For any picture in the lines below, please leave it out and copy the rest exactly.

→ Information provided:
╔══

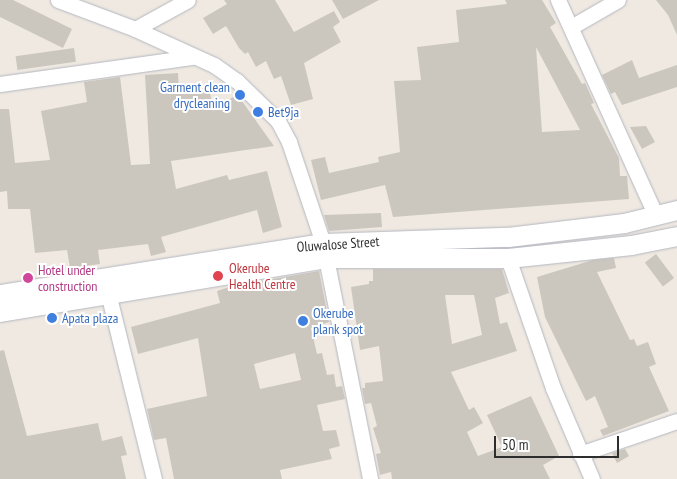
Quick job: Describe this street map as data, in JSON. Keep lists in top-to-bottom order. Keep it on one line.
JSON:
{"streets":{"street":["Oluwalose Street"]},"places":["Garment clean drycleaning","Bet9ja","Okerube Health Centre","Hotel under construction","Apata plaza","Okerube plank spot"],"scale_bar":"50 m"}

╚══

→ Task result:
Quick job: Describe this street map as data, in JSON. Keep lists in top-to-bottom order. Keep it on one line.
JSON:
{"streets":{"street":["Oluwalose Street"]},"places":["Garment clean drycleaning","Bet9ja","Okerube Health Centre","Hotel under construction","Apata plaza","Okerube plank spot"],"scale_bar":"50 m"}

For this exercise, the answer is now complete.